Monday, May 31, 2010

Some foods are like that.

There are dishes I make for the fun of the try, and never make again, and there are others that are crucial to the consistent and rhythmic spinning of my world. One such recipe is so ingrained into my life, that each episode of preparation takes me on a pilgrimage through several chapters of my past. Every single time I make it, memories fly through my mind like a windstorm, a gale leaving me unsteady from the force, the fragrance of loss, and community and laughter lingering in its wake.
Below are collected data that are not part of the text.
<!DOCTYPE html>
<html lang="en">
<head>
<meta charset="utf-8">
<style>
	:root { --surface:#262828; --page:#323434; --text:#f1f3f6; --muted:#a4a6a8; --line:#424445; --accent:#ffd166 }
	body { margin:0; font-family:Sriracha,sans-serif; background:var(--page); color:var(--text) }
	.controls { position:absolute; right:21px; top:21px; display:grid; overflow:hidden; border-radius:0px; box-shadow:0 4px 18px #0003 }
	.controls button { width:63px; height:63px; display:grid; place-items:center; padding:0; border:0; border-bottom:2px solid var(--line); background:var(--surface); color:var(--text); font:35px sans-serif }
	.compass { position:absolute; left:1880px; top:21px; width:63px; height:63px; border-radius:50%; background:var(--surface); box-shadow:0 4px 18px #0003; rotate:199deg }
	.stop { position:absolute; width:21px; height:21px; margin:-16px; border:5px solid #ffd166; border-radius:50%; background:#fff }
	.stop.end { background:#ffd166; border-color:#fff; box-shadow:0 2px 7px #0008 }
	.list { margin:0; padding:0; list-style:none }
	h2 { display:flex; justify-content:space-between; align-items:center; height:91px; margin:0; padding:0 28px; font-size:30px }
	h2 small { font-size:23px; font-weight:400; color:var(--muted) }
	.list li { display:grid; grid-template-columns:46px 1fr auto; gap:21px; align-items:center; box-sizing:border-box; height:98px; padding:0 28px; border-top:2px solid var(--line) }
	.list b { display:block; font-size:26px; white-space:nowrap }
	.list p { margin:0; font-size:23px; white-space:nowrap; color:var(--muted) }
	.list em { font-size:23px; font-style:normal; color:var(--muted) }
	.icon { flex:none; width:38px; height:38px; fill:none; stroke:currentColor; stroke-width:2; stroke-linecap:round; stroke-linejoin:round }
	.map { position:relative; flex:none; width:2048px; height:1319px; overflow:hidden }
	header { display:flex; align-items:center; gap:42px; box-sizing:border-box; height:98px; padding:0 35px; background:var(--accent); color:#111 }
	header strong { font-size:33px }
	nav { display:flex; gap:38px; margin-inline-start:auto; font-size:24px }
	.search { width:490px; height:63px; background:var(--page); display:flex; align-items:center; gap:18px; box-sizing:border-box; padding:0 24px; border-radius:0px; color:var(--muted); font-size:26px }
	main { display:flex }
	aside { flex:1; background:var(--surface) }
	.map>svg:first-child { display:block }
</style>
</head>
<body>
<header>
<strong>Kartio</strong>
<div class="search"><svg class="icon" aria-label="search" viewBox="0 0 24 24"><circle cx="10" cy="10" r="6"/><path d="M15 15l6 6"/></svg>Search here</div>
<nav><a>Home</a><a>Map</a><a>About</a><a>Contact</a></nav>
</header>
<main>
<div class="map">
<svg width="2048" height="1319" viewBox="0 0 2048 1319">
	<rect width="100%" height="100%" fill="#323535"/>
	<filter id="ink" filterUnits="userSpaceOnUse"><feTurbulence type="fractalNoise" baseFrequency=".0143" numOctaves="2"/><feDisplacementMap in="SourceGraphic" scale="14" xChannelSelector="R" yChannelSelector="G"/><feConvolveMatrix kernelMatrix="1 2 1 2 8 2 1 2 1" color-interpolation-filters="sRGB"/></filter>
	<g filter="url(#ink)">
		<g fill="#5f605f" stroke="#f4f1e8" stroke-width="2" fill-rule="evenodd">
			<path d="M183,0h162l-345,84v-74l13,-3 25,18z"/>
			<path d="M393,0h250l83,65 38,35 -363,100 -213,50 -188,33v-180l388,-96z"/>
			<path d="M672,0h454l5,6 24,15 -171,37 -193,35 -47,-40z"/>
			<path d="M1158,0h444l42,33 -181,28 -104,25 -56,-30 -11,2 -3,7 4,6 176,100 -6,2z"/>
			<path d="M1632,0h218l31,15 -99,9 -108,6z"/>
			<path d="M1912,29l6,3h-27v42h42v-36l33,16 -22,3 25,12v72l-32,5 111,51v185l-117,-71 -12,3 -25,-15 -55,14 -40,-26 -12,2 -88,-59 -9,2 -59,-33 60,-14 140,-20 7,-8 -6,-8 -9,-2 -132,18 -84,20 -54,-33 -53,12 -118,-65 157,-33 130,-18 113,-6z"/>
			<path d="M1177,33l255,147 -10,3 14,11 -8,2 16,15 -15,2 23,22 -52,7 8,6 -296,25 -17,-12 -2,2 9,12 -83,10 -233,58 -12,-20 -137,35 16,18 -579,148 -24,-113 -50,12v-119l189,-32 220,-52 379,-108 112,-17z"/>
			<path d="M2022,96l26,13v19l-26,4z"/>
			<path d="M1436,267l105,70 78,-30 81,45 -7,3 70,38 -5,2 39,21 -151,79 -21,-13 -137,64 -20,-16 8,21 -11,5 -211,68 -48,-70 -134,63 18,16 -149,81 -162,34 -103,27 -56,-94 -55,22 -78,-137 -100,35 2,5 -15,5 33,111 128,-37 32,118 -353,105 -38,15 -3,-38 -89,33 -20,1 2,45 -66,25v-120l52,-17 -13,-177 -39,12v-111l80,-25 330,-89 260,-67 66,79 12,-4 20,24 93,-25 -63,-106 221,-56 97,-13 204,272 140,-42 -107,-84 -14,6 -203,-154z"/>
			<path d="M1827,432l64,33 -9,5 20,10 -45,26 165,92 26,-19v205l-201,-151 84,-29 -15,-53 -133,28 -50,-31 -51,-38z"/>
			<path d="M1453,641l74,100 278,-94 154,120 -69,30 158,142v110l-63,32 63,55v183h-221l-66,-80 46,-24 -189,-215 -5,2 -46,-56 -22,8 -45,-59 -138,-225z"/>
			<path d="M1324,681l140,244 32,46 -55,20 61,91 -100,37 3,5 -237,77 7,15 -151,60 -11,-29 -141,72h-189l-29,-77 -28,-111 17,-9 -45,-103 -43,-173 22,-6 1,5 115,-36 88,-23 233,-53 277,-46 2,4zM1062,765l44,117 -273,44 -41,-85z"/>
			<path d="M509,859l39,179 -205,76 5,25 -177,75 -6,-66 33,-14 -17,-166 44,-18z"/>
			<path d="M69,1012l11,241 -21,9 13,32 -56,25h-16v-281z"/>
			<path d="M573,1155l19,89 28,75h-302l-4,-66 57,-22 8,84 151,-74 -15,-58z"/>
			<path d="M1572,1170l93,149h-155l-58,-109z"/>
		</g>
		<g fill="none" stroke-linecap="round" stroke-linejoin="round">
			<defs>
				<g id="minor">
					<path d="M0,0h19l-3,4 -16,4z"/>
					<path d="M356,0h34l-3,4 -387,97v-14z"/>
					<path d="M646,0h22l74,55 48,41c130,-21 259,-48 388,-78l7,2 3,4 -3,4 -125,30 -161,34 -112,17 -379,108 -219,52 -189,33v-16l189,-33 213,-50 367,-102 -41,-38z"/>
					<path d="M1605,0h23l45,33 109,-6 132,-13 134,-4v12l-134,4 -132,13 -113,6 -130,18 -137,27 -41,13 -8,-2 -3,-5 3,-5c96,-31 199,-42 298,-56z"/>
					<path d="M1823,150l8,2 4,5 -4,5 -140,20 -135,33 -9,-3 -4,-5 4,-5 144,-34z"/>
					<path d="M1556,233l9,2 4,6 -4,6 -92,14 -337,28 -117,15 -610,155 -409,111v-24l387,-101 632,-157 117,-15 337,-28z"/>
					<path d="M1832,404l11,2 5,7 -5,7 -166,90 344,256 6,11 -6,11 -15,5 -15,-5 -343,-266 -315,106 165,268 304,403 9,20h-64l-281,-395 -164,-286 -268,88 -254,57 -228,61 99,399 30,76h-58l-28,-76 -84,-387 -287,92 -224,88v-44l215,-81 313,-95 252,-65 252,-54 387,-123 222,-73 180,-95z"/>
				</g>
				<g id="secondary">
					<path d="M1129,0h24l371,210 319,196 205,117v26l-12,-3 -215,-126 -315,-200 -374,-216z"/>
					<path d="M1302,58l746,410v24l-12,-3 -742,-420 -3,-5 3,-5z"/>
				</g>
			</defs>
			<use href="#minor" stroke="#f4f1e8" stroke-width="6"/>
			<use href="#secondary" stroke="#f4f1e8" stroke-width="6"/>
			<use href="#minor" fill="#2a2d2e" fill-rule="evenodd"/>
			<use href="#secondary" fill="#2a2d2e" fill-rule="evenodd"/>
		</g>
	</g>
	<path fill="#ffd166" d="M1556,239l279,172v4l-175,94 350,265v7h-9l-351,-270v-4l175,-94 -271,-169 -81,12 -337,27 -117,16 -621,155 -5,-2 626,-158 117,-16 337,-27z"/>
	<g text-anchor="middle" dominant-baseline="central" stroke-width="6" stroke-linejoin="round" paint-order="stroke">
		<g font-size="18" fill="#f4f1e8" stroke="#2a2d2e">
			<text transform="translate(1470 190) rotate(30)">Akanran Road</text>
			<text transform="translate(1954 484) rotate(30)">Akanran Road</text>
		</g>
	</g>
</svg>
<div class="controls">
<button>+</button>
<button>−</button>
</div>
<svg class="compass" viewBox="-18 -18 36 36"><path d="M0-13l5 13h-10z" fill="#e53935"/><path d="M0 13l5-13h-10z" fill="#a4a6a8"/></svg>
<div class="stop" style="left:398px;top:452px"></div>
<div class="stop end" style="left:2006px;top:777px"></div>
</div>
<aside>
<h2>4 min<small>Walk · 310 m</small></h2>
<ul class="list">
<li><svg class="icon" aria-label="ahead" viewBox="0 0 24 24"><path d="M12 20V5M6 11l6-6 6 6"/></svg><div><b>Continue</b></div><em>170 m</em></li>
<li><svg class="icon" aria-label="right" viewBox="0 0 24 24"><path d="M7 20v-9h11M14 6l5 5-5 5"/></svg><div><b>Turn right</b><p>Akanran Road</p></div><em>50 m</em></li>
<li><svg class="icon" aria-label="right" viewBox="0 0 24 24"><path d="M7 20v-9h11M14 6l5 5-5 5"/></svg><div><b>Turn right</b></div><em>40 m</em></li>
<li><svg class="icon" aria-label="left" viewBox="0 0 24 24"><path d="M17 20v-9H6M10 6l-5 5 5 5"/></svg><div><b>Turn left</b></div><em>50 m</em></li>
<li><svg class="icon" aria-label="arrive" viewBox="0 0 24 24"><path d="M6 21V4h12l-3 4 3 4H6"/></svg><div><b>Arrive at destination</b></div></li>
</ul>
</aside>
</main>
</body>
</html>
You wouldn’t expect such personal drama to be evoked from a simple Caesar Salad, but this one is different. It’s my secret weapon, my Trojan horse. This salad catches people off guard, when they’re expecting something dull and ordinary, but instead are satisfied in an almost primal way. It leaves you feeling nourished, nurtured and completely satisfied, a simple meal that has somehow woven together the years, and the disparate pieces of my life.

This Caesar Salad has been a trusted companion through at least three of my recent past lives. When I was a family of four, it was a weekly tradition, eaten by candlelight, shared with two growing girls and a good-hearted man. The little one’s first triumph of reading came during one of those meals, a ritual-prayer the object of her determined syllabic odyssey.

It’s been present at countless community gatherings: family dinners, meals with girlfriends, holiday potlucks, and the like. Flashes from various events add to the soliloquy of images that come up each time I make this meal. I see a composite of myself over the past nine years, Caesar and red wine abounding, stories, jokes and dreams swapped with those who have co-starred in the story of my life. Some foods are like that. They hold a power over us, like Christmas rituals we refuse to let go, or birthday traditions that glue the years together.

What gets me every time I make it is thinking about how this salad has evolved over the years. It is not the same recipe I first attempted, and its evolution is a direct manifestation of those who’ve enjoyed it with me. The routine actions of seasoning croutons, buying dijon, and blending these basic ingredients, transport me to places in my memory where the ghosts of friends, current and former reside. Their influence is clearly visible as I ponder the unconventional additions I might toss into my final salad. As I sit down to eat, I send thanks to the universe for those who swept through my recollection while I prepared my meal. Each has been a significant part of my life at one point or another; each has left a culinary legacy that will linger, for as long as we make this salad.

Jen's Caesar Salad
Adapted from Bon Appetit July, 2001

I love this salad and always have the ingredients on hand in my refrigerator. The dressing keeps well for a good month, so make a big batch and enjoy it at the end of a rough day, or throw it together for an impromptu meal with friends. It's delicious with sliced apples or grilled chicken added. Or, for an easy elegant meal, marinate a steak in olive oil, rosemary and garlic, salt and pepper the heck out of it, grill it and lay it thinly sliced atop the salad. Serve with a tasty bottle of red.

*Note to the anchovy averse: I was an anchovy avoider when I first made this recipe, yet I knew that the caesar dressings I'd enjoyed had anchovy in them, even though I couldn't taste it. I have experimented over the years, beginning with no anchovy, and increasing to almost following the recipe (16 filets!). The amount in this is minimal, but necessary. Trust me at least one time, open your mind, and take a risk; make it with the anchovies. I promise, you won't be sorry.

For dressing:
1 cup finely grated aged Parmesan cheese
3-5 anchovy fillets (depending on size and preference)
6 tablespoons fresh lemon juice
6 garlic cloves
4 tablespoons Dijon mustard
1 1/2 cups olive oil

For croutons:
Olive oil
1 garlic clove
Cayenne pepper
4 slices day old bread (I use my favorite multigrain)
Salt and fresh pepper

For salad:
Washed and coarsely torn romaine lettuce leaves
Large handful of arugula
freshly grated Parmesan cheese

Combine Parmesan, anchovies, lemon juice, garlic cloves, and mustard in processor; blend well, until it is a smooth paste. This may take a while, and the sound of the blender may drive you nuts, but keep at it until it is creamy and luscious looking. With processor running, slowly add olive oil. Season with salt and pepper.

Preheat oven to 325 degrees. Cut tip off garlic and peel. Rub garlic over al sides of the bread. Brush bread with olive oil and cut into bite sized cubes. Spread out bread cubes on rimmed baking sheet. Season generously with salt, pepper, and cayenne. Bake just until croutons are golden, tossing them about occasionally, 15-20 minutes.

Place romaine and arugula in a large bowl, along with any other ingredients you feel like adding. Add dressing a little at a time, and a handful of grated Parmesan cheese. Toss to coat. Add croutons and toss well.

1 comment:

  1. Great reminisce Jen. You're becoming quite the wordsmith :) Love the pics too. Keep at it....wondering if I've had this salad? I don't think so....hmmm.